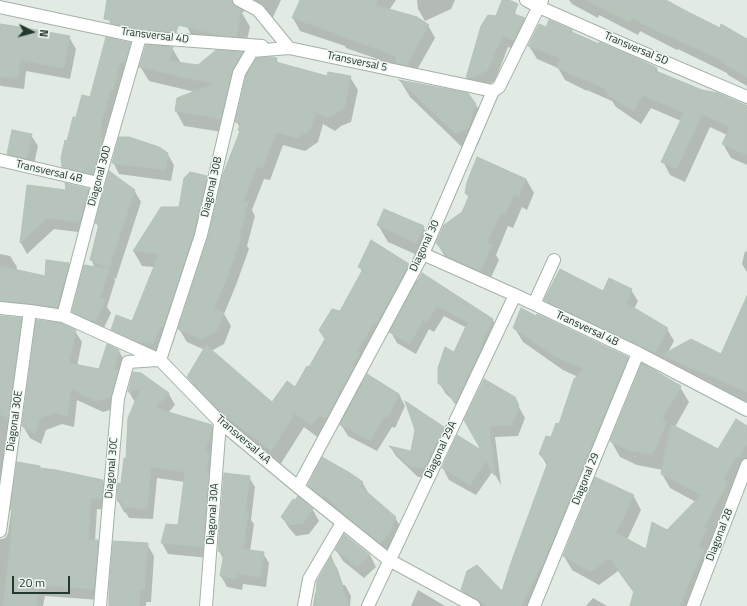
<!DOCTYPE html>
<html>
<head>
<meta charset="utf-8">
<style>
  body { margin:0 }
  #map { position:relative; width:747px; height:606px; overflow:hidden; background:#e1eae3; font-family:"Titillium Web",sans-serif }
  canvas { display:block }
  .north { position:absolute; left:12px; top:12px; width:40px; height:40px; -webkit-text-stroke:3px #f1f7f2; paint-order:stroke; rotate:96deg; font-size:11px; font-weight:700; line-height:16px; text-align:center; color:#23392d }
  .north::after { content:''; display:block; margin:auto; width:14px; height:18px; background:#23392d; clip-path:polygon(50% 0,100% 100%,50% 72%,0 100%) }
  .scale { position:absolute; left:12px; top:576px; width:58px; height:18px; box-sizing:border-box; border:2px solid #23392d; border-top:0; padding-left:5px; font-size:12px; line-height:14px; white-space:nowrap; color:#23392d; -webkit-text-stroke:3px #f1f7f2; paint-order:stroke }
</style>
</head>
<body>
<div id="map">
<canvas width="747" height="606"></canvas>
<div class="north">N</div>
<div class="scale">20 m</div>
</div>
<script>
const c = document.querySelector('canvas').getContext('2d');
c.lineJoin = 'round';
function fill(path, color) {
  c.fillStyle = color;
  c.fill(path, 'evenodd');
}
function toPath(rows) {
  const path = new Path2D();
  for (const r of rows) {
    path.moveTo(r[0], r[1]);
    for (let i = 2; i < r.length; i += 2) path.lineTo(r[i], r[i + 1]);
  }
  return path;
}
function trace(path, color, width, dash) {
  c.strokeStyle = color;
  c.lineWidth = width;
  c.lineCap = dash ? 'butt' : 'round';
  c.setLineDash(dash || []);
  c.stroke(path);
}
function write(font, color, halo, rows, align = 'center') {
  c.font = font + ' "Titillium Web",sans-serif';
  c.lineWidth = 3;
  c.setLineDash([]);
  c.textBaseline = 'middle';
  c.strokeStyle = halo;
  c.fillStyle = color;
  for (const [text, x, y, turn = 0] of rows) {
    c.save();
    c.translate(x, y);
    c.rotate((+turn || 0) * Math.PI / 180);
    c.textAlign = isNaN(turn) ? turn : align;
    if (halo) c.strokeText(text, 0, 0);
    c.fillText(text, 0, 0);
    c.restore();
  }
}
const shadow = toPath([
  [125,0,188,0,189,3,169,48,172,48,181,63,198,67,228,52,228,51,196,43,187,27,202,0,281,0,273,17,266,17,249,9,245,10,242,13,250,27,244,52,241,52,251,69,276,59,279,64,328,77,350,77,358,90,351,122,341,126,335,131,323,124,318,142,305,151,283,145,270,180,264,179,252,210,255,216,247,246,249,249,236,285,224,314,231,326,224,344,211,351,272,404,295,388,309,368,326,340,320,330,341,312,362,272,360,267,408,265,418,282,493,320,499,331,462,414,455,402,446,394,439,383,467,328,444,316,434,332,429,329,416,354,397,343,390,330,385,339,382,337,361,380,363,384,399,394,405,406,395,428,392,427,377,451,348,436,340,423,335,432,328,429,320,439,304,427,280,465,229,426,197,392,188,377,205,350,187,342,179,329,209,238,241,132,239,130,240,128,236,121,247,74,240,86,229,133,184,126,176,111,195,92,149,81,140,66,147,45,120,39,111,23],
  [301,0,396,0,389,10,428,25,435,38,413,77,400,67,346,48,345,46,300,31,293,18],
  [417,0,455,0,451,9,425,21,418,9],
  [569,0,664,0,721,30,747,40,747,86,728,75,727,73,678,49,677,50,640,31,638,35,599,15,598,18,572,4],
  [515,12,517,17,524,19,530,31,520,51,508,47,495,81,477,90,473,89,467,77,496,17],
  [0,25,69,37,76,49,70,79,26,71,24,89,1,86,0,85],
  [547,28,572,31,573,33,657,69,659,73,702,91,747,105,747,165,731,158,723,144,727,135,710,127,685,182,670,175,663,161,681,121,651,108,641,124,616,107,612,101,587,90,587,91,565,80,558,68,537,59,529,46],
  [130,44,137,55,99,185,70,178,63,167,68,143,77,119],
  [401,82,476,105,486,122,478,145,466,151,410,97],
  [31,135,38,146,33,169,15,165,8,154],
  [167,153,174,165,171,181,119,174,113,162],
  [207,176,215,191,161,358,121,344,113,330,133,322,155,267,142,266,134,252,162,208,180,208],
  [526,179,534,193,527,210,522,207,513,228,508,226,496,255,499,260,488,284,458,271,445,257,437,243,463,213,469,198,466,193],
  [28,186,68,191,88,189,95,201,86,233,54,229,27,254,21,243],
  [134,190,141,202,116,279,114,278,115,281,107,307,111,313,102,332,80,323,73,312,95,268,91,259,99,228,96,223],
  [378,225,423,227,433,244,426,259,388,242],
  [745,251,747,252,747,272,742,264],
  [0,254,10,256,17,267,16,271,46,277,69,264,75,275,64,319,3,313,0,315],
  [631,290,638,301,634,309,667,329,674,341,667,354,722,355,747,320,747,402,671,369,665,358,662,364,552,312,545,300,603,292],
  [0,316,21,319,28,330,0,532],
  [514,327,628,358,636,372,536,606,473,606,470,605,462,590,503,592,548,467,540,454,559,426,578,377,563,370,523,342],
  [75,331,82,342,77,366,100,370,119,351,125,362,117,408,103,412,77,400,74,427,62,424,46,430,41,444,30,438,23,426],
  [141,374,169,394,175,405,168,413,212,426,218,437,209,558,168,554,162,543,167,525,179,526,185,482,157,478,153,519,129,518,126,513,124,512,118,501,123,485,136,404,129,392],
  [680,387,689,402,675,427,718,450,747,427,747,471,693,606,631,606,634,593,618,571,599,585,572,570,564,556,633,495,641,510,627,540,647,551,696,502,670,488,662,474,663,470,637,465,620,457,611,441],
  [514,398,525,418,518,436,495,437,501,485,493,471,476,495,449,480,443,468,483,453,465,420],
  [444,428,449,437,429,477,418,477,396,456,391,448,411,452],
  [18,463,40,469,103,481,109,492,108,510,97,509,95,541,98,541,104,553,100,600,45,596,43,606,0,606,0,539,3,539,6,537,8,533],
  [225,474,249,477,255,487,251,520,254,524,250,551,263,553,269,563,266,587,243,584,242,590,227,587,221,576,224,560,219,551],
  [362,482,369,494,395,518,402,529,387,554,358,530,331,505,329,508,315,497,309,485],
  [313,510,319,521,309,534,296,536,289,528,282,517],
  [147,544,154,556,151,602,146,602,146,606,110,606],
  [336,550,370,555,376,567,364,578,343,561],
  [331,558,337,568,343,585,345,585,351,596,350,606,313,606,315,593,317,593],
  [418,590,445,606,411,606],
  [593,598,607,606,586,606]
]);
const building = toPath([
  [107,0,232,0,233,4,241,10,236,37,219,35,178,25,176,32,141,30,110,23,110,20,104,19,107,0],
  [300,0,378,0,375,5,417,17,429,25,406,65,396,63,396,56,337,35,338,34,292,18,300,0],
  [502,0,509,0,518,4,514,14,525,18,514,40,502,36,488,70,470,78,466,78,481,26,488,15,496,16,502,0],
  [586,0,666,0,686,11,720,28,721,24,747,39,747,77,719,61,720,60,670,36,669,37,632,18,630,22,586,0],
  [549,20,572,30,572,32,599,44,599,42,645,62,657,68,656,71,702,90,718,93,747,106,747,155,722,144,730,127,702,114,677,169,661,162,684,113,643,95,633,111,607,94,606,89,579,77,579,78,556,67,561,58,528,46,539,24,546,27,549,20],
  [0,24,20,27,70,36,64,68,20,60,18,78,0,76,0,24],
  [106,37,131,43,125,63,120,62,113,90,111,90,101,123,102,124,99,138,103,138,97,161,93,160,96,162,93,174,62,167,61,158,65,140,67,141,73,117,76,117,82,95,90,97,106,37],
  [146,45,173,47,169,61,198,65,216,50,243,52,232,71,221,119,175,111,177,98,214,84,139,67,146,45],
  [272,57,277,58,276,62,327,76,328,72,351,76,344,109,334,114,327,118,316,112,311,129,297,138,276,132,263,167,257,167,243,201,248,202,240,235,242,235,229,272,214,308,224,313,217,330,202,339,178,329,208,237,222,177,240,131,238,130,241,122,235,122,246,76,256,58,272,57],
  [399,80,468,93,476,104,468,128,456,134,399,80],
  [12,130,32,134,27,158,7,154,12,130],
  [119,137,129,137,159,147,168,153,165,170,112,163,119,137],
  [477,157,526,179,519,196,514,194,505,215,500,213,487,243,492,245,480,271,449,257,436,243,444,225,462,212,469,196,465,193,467,182,477,157],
  [109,171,135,190,109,268,90,260,99,224,95,223,109,171],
  [190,172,207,176,194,233,163,327,160,326,153,344,136,341,111,330,116,315,132,321,159,254,133,251,161,207,179,207,184,178,190,172],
  [65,183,89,189,80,222,47,218,20,243,27,185,66,190,65,183],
  [384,209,424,226,416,243,377,225,384,209],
  [371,240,409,264,376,325,374,323,357,351,360,353,352,365,354,366,326,418,319,415,311,425,295,413,271,451,220,411,187,377,206,345,272,402,287,381,295,387,307,366,309,367,325,339,319,330,332,309,340,311,363,269,358,267,371,240],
  [46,260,69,263,57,308,31,304,0,301,0,266,45,276,46,260],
  [84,265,109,269,100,298,105,300,96,321,88,319,72,312,84,265],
  [560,269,603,291,609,278,632,289,626,303,668,328,655,353,653,352,544,300,560,269],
  [422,273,493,319,480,346,482,346,455,404,448,392,438,383,438,368,445,347,454,352,468,322,437,306,427,322,423,319,410,344,389,332,422,273],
  [747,296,747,392,662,355,691,339,721,354,747,296],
  [521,308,536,316,537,314,628,357,543,563,521,606,487,606,478,599,461,590,467,571,477,565,502,591,512,560,548,462,539,454,546,436,551,437,556,423,559,424,574,379,584,369,554,356,513,328,521,308],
  [0,316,22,318,8,418,0,414,0,316],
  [36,320,61,323,76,330,69,363,99,369,107,344,119,350,114,370,118,370,111,397,96,401,71,389,67,416,55,413,40,418,35,434,22,426,36,320],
  [642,363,681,386,662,419,667,422,652,455,628,450,610,441,642,363],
  [133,372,141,373,169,393,155,408,212,425,212,430,205,451,209,452,206,471,209,472,203,547,161,543,166,524,178,525,185,472,151,467,147,509,122,507,122,502,117,501,118,483,122,484,121,483,124,458,126,459,128,418,141,388,128,392,133,372],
  [367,374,399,394,388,418,385,416,370,440,340,425,367,374],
  [484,379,515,397,519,406,512,425,489,426,495,475,494,475,486,461,470,485,442,468,457,435,481,450,464,420,484,379],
  [405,401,444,427,428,460,424,468,411,467,389,446,411,451,415,430,405,401],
  [736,419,747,426,747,444,739,457,736,456,724,478,727,484,704,527,707,528,698,547,704,550,695,568,680,606,630,606,634,591,610,558,590,572,563,556,595,477,634,495,616,533,646,549,652,522,667,530,701,495,661,474,671,424,718,449,736,419],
  [322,457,350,473,363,482,360,486,396,517,389,534,380,543,350,519,324,495,322,497,308,485,322,457],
  [17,462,40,466,40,468,56,470,103,480,102,499,91,498,88,540,98,540,94,589,39,585,36,606,3,606,12,533,12,511,10,510,17,462],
  [224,473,250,476,245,512,248,512,243,549,264,552,260,577,237,574,236,579,220,576,224,553,218,551,224,473],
  [298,496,313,509,303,523,289,525,281,517,293,499,295,500,298,496],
  [344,534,370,555,357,567,335,550,344,534],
  [113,541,148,543,144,590,140,590,139,606,109,606,109,591,113,541],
  [331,556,349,606,315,606,317,581,331,556]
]);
const minor = toPath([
  [239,0,258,10,289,48,493,91],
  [526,0,539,7,625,45,747,97],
  [0,7,140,37,262,46],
  [0,160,98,183],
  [423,254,515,295,638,353,747,410],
  [534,304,554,260],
  [0,308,30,311,63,316,160,360,220,422,298,487,389,560,474,606],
  [63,316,98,183,140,37],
  [160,360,201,235,239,73,252,51,289,48],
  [298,487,423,254,493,91,499,87,542,0],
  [0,531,30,311],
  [100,606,118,398,128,362,157,360],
  [206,606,220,422],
  [304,606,309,579,342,523],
  [368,606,515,295],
  [534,606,638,353],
  [693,606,747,465]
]);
const streetNames = [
  ["Transversal 4D",155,36,7],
  ["Transversal 5D",636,49,23],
  ["Transversal 5",357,62,12],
  ["Transversal 4B",49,172,13],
  ["Diagonal 30D",100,176,-75],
  ["Diagonal 30B",212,187,-77],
  ["Diagonal 30",425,246,-65],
  ["Transversal 4B",587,329,25],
  ["Diagonal 30E",15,421,-82],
  ["Transversal 4A",243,440,41],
  ["Diagonal 29A",441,450,-65],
  ["Diagonal 30C",112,468,-85],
  ["Diagonal 29",586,479,-68],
  ["Diagonal 30A",213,514,-86],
  ["Diagonal 28",720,535,-69]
];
fill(shadow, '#0003');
fill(building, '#b6c4bc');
trace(building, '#b4c3b9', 1);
trace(minor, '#a4b1a9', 14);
trace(minor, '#fff', 12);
write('11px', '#23392d', '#f1f7f2', streetNames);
</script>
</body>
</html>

Work request
A number is the only answer here: how many lines of the material above contain "center"?

Output for this exercise
2